:: Data listing

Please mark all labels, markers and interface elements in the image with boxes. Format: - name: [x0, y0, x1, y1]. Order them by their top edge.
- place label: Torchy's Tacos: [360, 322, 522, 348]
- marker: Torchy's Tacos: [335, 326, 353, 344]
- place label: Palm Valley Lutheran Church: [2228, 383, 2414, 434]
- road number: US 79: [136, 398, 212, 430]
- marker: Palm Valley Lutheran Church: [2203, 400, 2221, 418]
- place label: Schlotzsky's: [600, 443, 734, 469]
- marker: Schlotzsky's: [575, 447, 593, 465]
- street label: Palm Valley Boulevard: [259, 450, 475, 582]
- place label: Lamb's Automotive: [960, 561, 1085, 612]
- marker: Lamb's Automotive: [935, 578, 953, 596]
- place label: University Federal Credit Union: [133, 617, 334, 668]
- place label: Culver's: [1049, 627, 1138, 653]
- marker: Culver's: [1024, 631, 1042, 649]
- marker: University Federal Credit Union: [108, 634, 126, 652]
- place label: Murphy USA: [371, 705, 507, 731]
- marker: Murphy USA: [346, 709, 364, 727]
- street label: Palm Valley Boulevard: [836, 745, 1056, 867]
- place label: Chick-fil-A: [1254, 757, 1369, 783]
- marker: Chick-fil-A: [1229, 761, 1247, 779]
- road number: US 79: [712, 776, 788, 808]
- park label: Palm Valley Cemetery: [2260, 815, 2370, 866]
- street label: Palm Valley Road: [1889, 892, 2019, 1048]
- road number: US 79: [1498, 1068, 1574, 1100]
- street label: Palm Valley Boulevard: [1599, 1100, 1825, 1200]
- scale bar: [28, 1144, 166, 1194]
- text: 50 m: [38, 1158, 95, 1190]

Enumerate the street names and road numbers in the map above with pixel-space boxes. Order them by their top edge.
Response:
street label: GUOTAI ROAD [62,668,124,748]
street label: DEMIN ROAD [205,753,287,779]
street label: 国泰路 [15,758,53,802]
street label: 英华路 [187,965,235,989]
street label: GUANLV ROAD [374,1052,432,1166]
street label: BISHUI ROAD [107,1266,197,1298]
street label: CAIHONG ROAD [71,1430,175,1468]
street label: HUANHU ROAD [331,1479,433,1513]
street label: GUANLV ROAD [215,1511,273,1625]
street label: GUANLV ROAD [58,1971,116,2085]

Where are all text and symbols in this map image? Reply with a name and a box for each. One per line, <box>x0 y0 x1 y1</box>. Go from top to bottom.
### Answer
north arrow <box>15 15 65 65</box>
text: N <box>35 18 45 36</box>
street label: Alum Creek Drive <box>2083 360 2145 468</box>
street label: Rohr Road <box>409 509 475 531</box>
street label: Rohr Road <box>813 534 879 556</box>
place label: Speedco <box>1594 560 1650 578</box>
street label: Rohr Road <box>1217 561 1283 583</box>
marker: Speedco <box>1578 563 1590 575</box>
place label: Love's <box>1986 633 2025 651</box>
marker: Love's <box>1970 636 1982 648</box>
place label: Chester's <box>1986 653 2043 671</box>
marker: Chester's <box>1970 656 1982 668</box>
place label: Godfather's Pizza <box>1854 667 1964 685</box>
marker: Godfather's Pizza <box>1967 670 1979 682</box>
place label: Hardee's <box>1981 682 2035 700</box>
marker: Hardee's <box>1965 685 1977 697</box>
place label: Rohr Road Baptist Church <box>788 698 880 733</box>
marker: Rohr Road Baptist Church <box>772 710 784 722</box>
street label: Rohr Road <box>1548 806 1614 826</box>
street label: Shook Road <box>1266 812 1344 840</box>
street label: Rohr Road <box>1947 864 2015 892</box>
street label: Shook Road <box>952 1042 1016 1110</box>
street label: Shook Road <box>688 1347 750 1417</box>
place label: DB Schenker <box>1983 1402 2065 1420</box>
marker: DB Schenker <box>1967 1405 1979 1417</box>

::::

For each line above that contains the word "Order", give the line as it is written.

Please mark all labels, markers and interface elements in the image with boxes. Format: - name: [x0, y0, x1, y1]. Order them by their top edge.
Enumerate the street names and road numbers in the map above with pixel-space boxes. Order them by their top edge.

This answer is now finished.